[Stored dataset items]
════

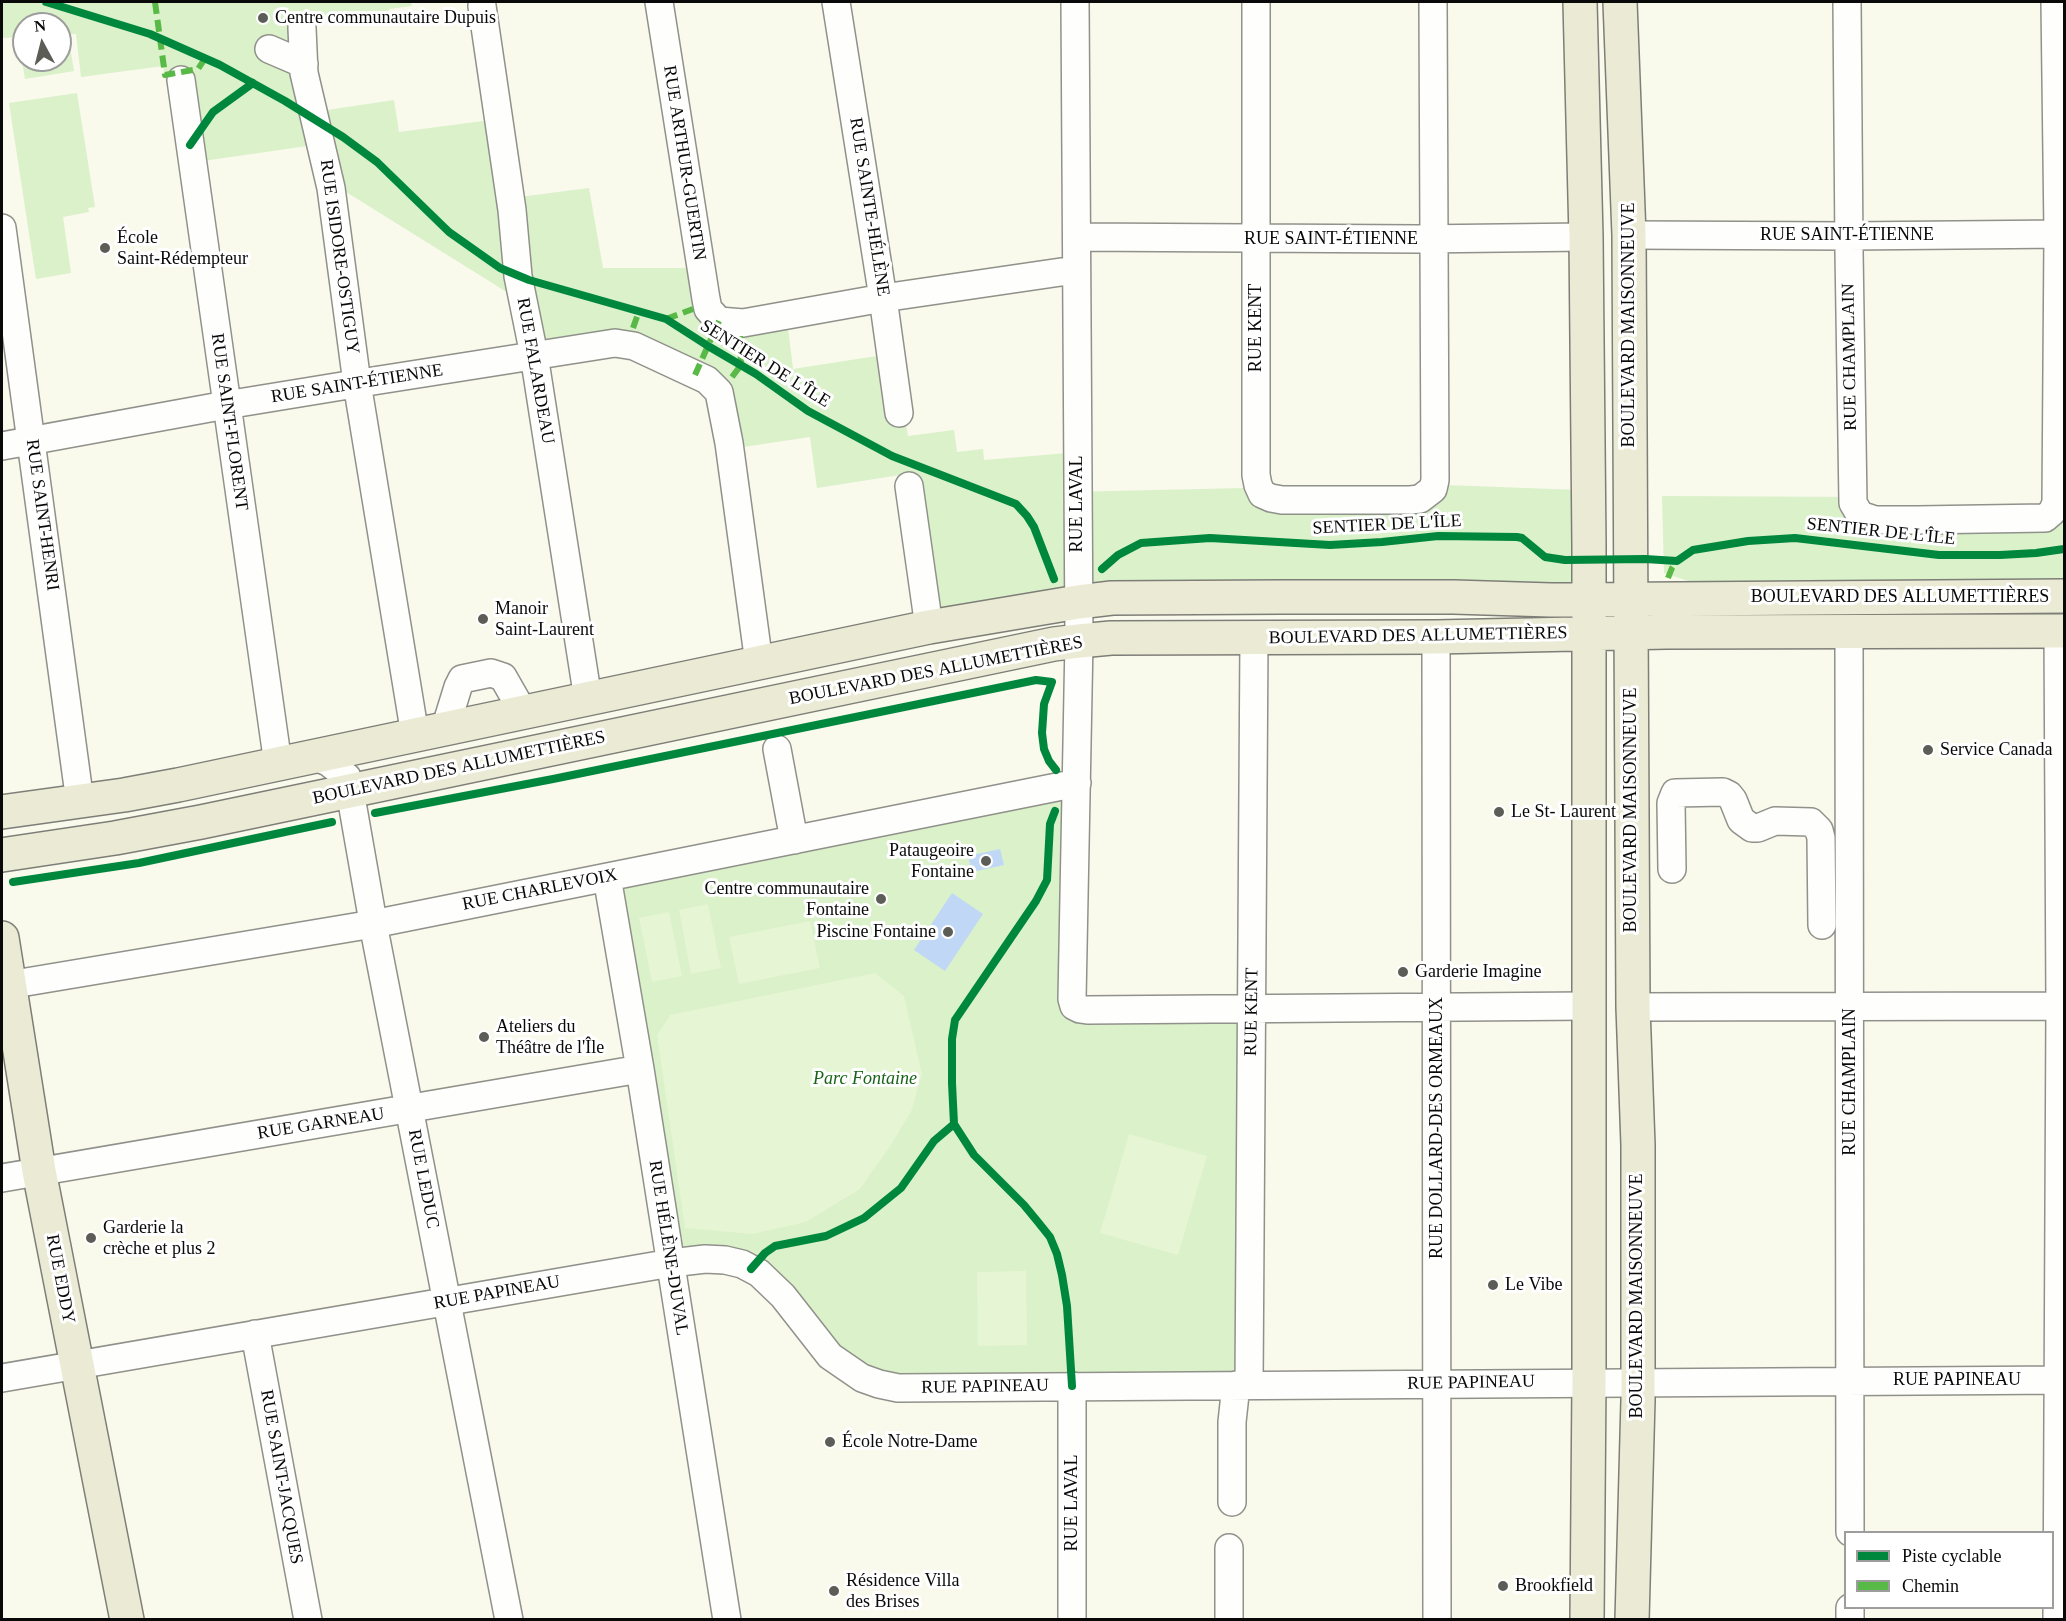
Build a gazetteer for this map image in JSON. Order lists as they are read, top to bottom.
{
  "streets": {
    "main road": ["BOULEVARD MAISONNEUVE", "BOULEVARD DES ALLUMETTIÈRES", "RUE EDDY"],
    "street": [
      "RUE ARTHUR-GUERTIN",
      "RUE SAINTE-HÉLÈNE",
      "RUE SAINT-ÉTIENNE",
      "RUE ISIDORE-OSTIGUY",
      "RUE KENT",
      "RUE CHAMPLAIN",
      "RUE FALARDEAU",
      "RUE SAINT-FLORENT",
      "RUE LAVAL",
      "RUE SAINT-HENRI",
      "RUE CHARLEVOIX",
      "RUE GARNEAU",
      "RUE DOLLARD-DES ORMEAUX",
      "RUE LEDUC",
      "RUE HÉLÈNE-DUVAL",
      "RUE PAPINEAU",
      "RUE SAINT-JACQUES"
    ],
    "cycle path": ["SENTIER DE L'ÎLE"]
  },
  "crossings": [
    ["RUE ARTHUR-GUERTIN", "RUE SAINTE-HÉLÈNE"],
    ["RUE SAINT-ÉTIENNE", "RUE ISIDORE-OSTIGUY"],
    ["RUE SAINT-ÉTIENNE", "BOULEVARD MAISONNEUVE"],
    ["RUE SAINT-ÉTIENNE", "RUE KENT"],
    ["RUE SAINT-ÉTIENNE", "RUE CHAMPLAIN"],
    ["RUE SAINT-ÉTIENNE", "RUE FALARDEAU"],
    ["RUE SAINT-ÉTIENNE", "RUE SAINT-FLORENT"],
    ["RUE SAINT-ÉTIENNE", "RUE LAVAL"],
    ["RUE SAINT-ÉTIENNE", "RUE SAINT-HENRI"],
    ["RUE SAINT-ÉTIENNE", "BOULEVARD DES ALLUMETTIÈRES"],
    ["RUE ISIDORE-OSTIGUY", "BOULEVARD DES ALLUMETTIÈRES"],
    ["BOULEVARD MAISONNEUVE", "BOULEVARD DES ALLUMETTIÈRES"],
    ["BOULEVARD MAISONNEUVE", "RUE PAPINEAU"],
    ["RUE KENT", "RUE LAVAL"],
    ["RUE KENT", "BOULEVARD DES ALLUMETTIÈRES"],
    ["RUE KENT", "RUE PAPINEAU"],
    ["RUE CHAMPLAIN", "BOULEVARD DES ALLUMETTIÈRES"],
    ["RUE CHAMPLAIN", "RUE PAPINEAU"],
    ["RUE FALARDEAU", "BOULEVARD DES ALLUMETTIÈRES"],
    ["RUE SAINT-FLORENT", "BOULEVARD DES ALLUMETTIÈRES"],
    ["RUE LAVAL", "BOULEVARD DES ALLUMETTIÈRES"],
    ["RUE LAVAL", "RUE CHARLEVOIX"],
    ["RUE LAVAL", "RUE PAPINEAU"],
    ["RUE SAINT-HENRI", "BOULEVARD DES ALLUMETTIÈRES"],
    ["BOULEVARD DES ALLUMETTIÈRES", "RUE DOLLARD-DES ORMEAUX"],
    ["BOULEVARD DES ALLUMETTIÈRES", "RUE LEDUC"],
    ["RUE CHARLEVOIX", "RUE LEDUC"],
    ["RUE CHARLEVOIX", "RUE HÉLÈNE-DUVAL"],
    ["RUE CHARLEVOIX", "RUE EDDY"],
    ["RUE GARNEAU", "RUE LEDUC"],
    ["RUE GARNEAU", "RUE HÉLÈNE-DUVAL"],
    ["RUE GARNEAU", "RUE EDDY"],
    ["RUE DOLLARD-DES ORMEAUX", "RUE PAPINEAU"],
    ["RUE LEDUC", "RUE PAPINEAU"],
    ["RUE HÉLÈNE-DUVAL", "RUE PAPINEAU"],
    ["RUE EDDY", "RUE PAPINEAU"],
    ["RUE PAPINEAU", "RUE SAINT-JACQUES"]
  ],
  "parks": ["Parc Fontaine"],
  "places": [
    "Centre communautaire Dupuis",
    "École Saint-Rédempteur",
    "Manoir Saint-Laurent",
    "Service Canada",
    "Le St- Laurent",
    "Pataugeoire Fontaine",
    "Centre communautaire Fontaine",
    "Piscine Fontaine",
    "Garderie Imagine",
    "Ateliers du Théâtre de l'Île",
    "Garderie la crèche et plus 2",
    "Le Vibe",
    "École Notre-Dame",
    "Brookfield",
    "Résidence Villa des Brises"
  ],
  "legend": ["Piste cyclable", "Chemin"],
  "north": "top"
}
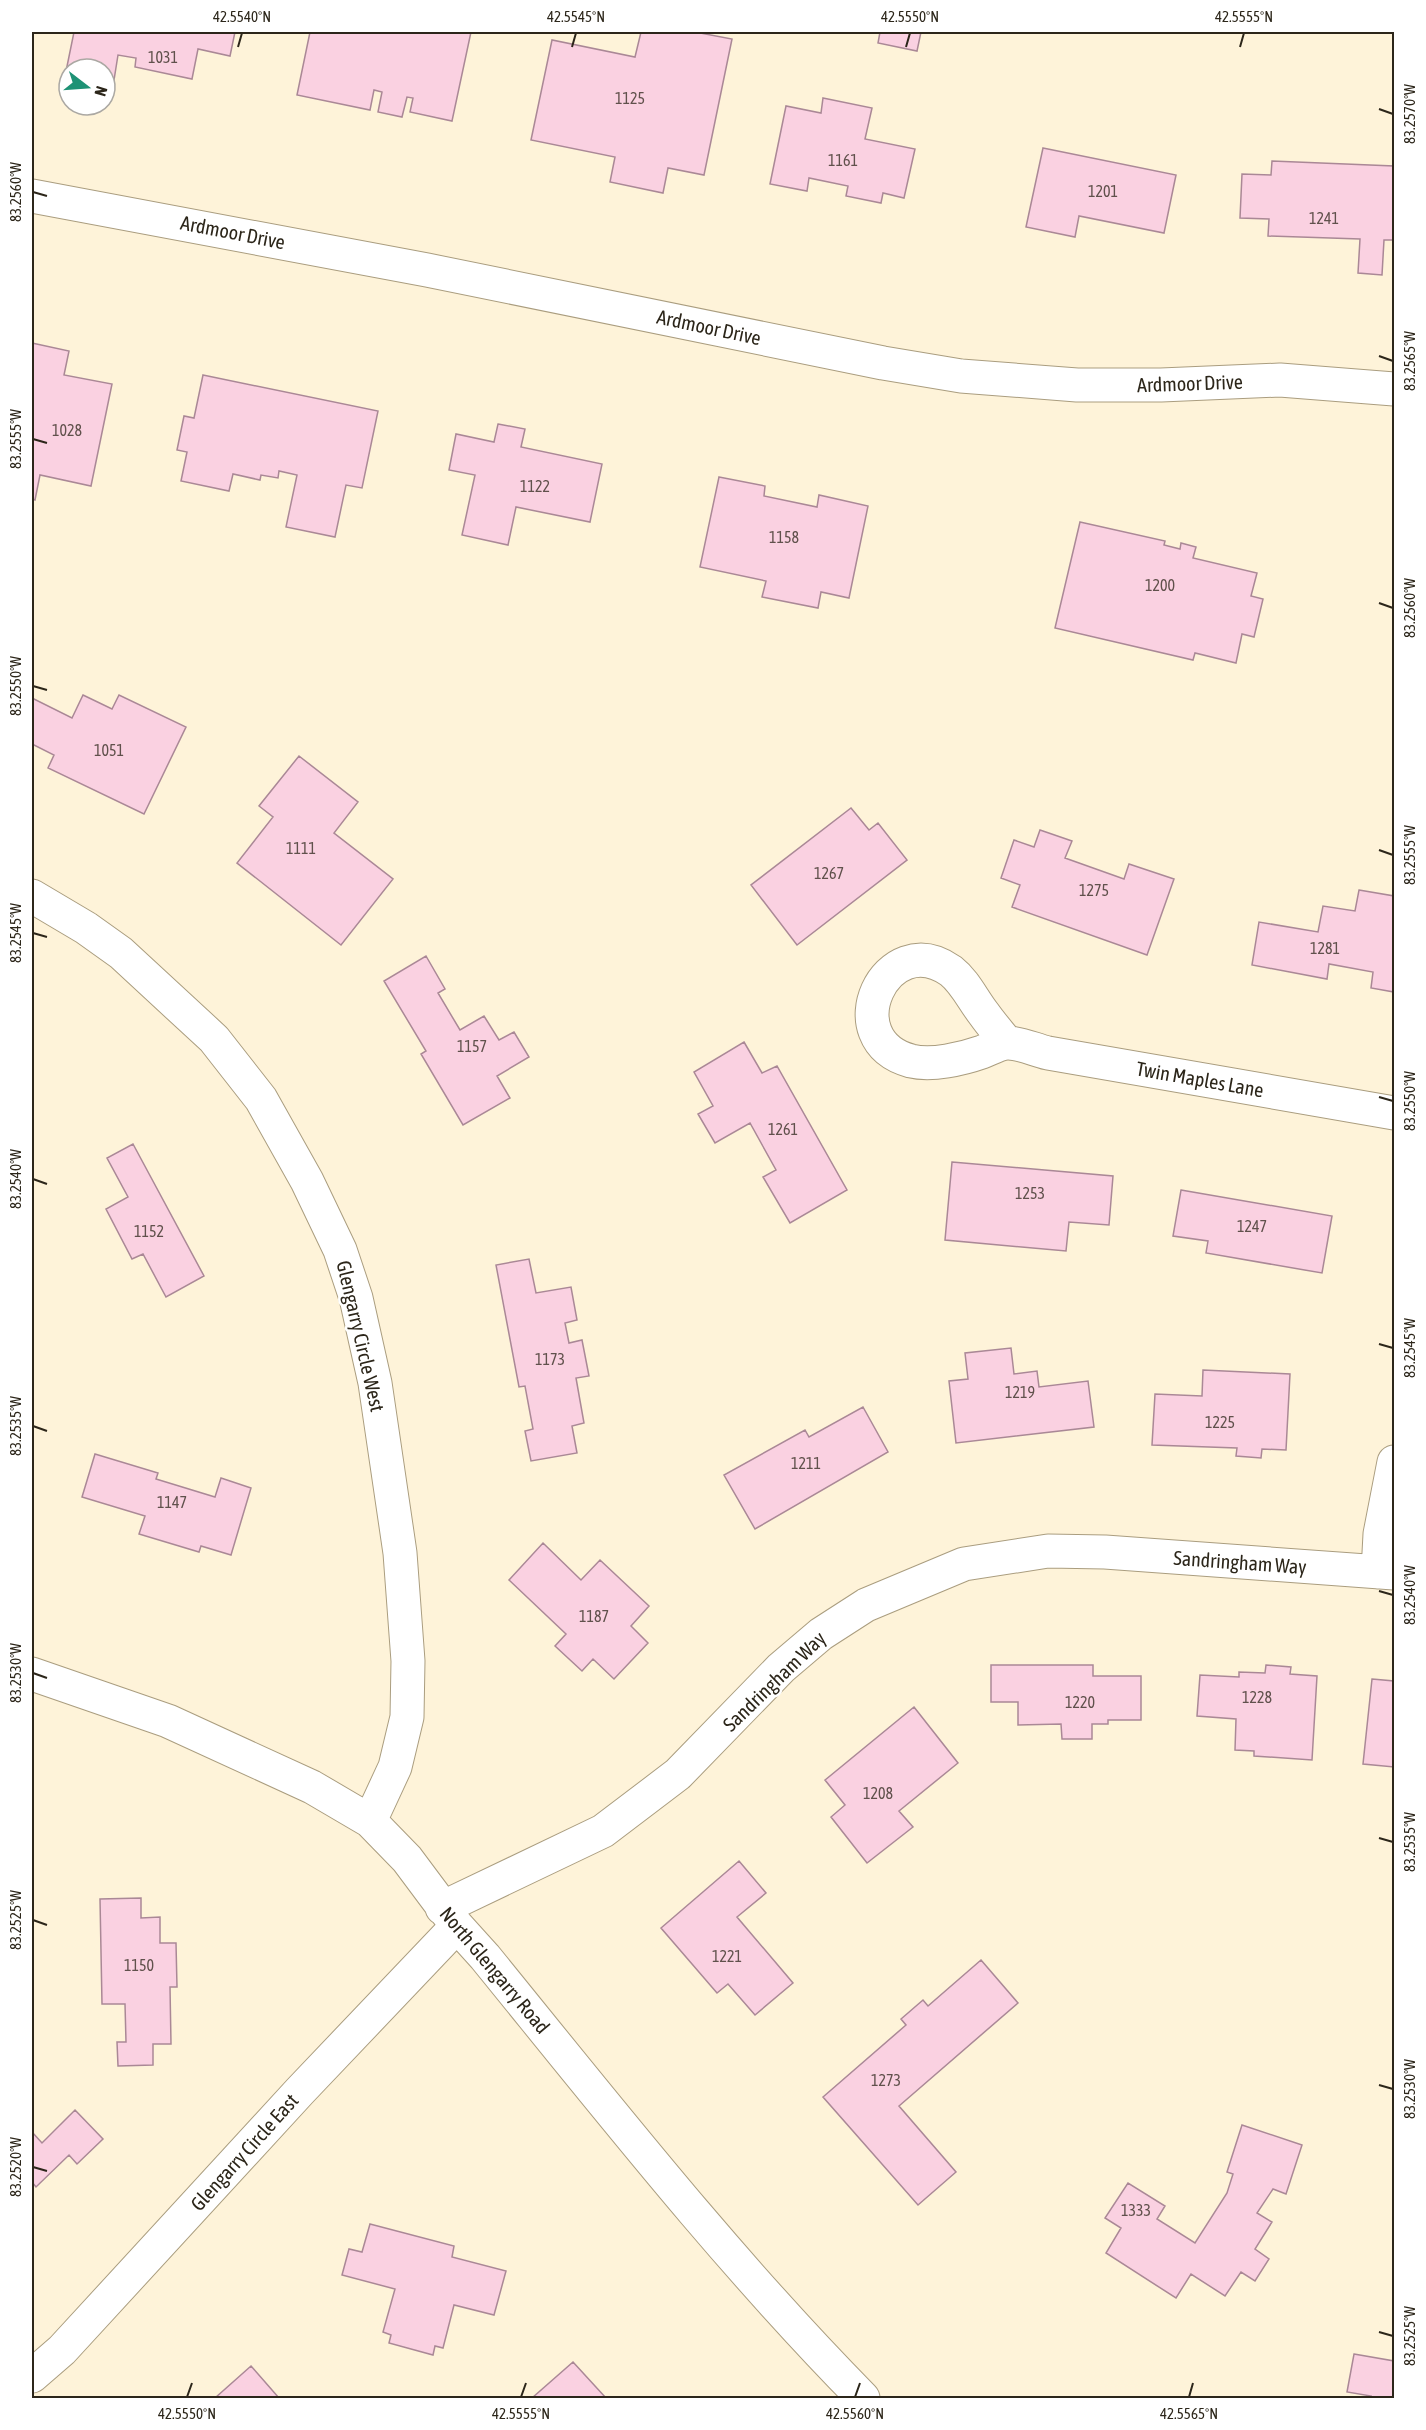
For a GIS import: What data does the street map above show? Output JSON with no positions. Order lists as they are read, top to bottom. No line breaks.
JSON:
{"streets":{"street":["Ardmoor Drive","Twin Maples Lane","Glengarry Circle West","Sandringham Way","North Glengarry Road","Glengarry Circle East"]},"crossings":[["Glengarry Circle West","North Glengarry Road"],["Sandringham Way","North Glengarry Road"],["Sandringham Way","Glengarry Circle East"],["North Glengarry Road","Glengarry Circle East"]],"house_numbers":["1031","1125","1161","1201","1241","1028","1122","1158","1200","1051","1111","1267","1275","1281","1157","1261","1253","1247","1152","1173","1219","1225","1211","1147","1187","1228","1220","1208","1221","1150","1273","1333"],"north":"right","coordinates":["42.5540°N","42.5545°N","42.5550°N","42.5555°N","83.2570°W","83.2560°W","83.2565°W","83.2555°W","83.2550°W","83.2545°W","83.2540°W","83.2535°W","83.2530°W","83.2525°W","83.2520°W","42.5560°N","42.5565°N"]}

════

INSTRUCTIONS FOR THE TASK →
With all pictures omitted, repeat every record above word for word.

RESULT OF THE EXERCISE →
Build a gazetteer for this map image in JSON. Order lists as they are read, top to bottom.
{
  "streets": {
    "main road": ["BOULEVARD MAISONNEUVE", "BOULEVARD DES ALLUMETTIÈRES", "RUE EDDY"],
    "street": [
      "RUE ARTHUR-GUERTIN",
      "RUE SAINTE-HÉLÈNE",
      "RUE SAINT-ÉTIENNE",
      "RUE ISIDORE-OSTIGUY",
      "RUE KENT",
      "RUE CHAMPLAIN",
      "RUE FALARDEAU",
      "RUE SAINT-FLORENT",
      "RUE LAVAL",
      "RUE SAINT-HENRI",
      "RUE CHARLEVOIX",
      "RUE GARNEAU",
      "RUE DOLLARD-DES ORMEAUX",
      "RUE LEDUC",
      "RUE HÉLÈNE-DUVAL",
      "RUE PAPINEAU",
      "RUE SAINT-JACQUES"
    ],
    "cycle path": ["SENTIER DE L'ÎLE"]
  },
  "crossings": [
    ["RUE ARTHUR-GUERTIN", "RUE SAINTE-HÉLÈNE"],
    ["RUE SAINT-ÉTIENNE", "RUE ISIDORE-OSTIGUY"],
    ["RUE SAINT-ÉTIENNE", "BOULEVARD MAISONNEUVE"],
    ["RUE SAINT-ÉTIENNE", "RUE KENT"],
    ["RUE SAINT-ÉTIENNE", "RUE CHAMPLAIN"],
    ["RUE SAINT-ÉTIENNE", "RUE FALARDEAU"],
    ["RUE SAINT-ÉTIENNE", "RUE SAINT-FLORENT"],
    ["RUE SAINT-ÉTIENNE", "RUE LAVAL"],
    ["RUE SAINT-ÉTIENNE", "RUE SAINT-HENRI"],
    ["RUE SAINT-ÉTIENNE", "BOULEVARD DES ALLUMETTIÈRES"],
    ["RUE ISIDORE-OSTIGUY", "BOULEVARD DES ALLUMETTIÈRES"],
    ["BOULEVARD MAISONNEUVE", "BOULEVARD DES ALLUMETTIÈRES"],
    ["BOULEVARD MAISONNEUVE", "RUE PAPINEAU"],
    ["RUE KENT", "RUE LAVAL"],
    ["RUE KENT", "BOULEVARD DES ALLUMETTIÈRES"],
    ["RUE KENT", "RUE PAPINEAU"],
    ["RUE CHAMPLAIN", "BOULEVARD DES ALLUMETTIÈRES"],
    ["RUE CHAMPLAIN", "RUE PAPINEAU"],
    ["RUE FALARDEAU", "BOULEVARD DES ALLUMETTIÈRES"],
    ["RUE SAINT-FLORENT", "BOULEVARD DES ALLUMETTIÈRES"],
    ["RUE LAVAL", "BOULEVARD DES ALLUMETTIÈRES"],
    ["RUE LAVAL", "RUE CHARLEVOIX"],
    ["RUE LAVAL", "RUE PAPINEAU"],
    ["RUE SAINT-HENRI", "BOULEVARD DES ALLUMETTIÈRES"],
    ["BOULEVARD DES ALLUMETTIÈRES", "RUE DOLLARD-DES ORMEAUX"],
    ["BOULEVARD DES ALLUMETTIÈRES", "RUE LEDUC"],
    ["RUE CHARLEVOIX", "RUE LEDUC"],
    ["RUE CHARLEVOIX", "RUE HÉLÈNE-DUVAL"],
    ["RUE CHARLEVOIX", "RUE EDDY"],
    ["RUE GARNEAU", "RUE LEDUC"],
    ["RUE GARNEAU", "RUE HÉLÈNE-DUVAL"],
    ["RUE GARNEAU", "RUE EDDY"],
    ["RUE DOLLARD-DES ORMEAUX", "RUE PAPINEAU"],
    ["RUE LEDUC", "RUE PAPINEAU"],
    ["RUE HÉLÈNE-DUVAL", "RUE PAPINEAU"],
    ["RUE EDDY", "RUE PAPINEAU"],
    ["RUE PAPINEAU", "RUE SAINT-JACQUES"]
  ],
  "parks": ["Parc Fontaine"],
  "places": [
    "Centre communautaire Dupuis",
    "École Saint-Rédempteur",
    "Manoir Saint-Laurent",
    "Service Canada",
    "Le St- Laurent",
    "Pataugeoire Fontaine",
    "Centre communautaire Fontaine",
    "Piscine Fontaine",
    "Garderie Imagine",
    "Ateliers du Théâtre de l'Île",
    "Garderie la crèche et plus 2",
    "Le Vibe",
    "École Notre-Dame",
    "Brookfield",
    "Résidence Villa des Brises"
  ],
  "legend": ["Piste cyclable", "Chemin"],
  "north": "top"
}
For a GIS import: What data does the street map above show? Output JSON with no positions. Order lists as they are read, top to bottom. No line breaks.
JSON:
{"streets":{"street":["Ardmoor Drive","Twin Maples Lane","Glengarry Circle West","Sandringham Way","North Glengarry Road","Glengarry Circle East"]},"crossings":[["Glengarry Circle West","North Glengarry Road"],["Sandringham Way","North Glengarry Road"],["Sandringham Way","Glengarry Circle East"],["North Glengarry Road","Glengarry Circle East"]],"house_numbers":["1031","1125","1161","1201","1241","1028","1122","1158","1200","1051","1111","1267","1275","1281","1157","1261","1253","1247","1152","1173","1219","1225","1211","1147","1187","1228","1220","1208","1221","1150","1273","1333"],"north":"right","coordinates":["42.5540°N","42.5545°N","42.5550°N","42.5555°N","83.2570°W","83.2560°W","83.2565°W","83.2555°W","83.2550°W","83.2545°W","83.2540°W","83.2535°W","83.2530°W","83.2525°W","83.2520°W","42.5560°N","42.5565°N"]}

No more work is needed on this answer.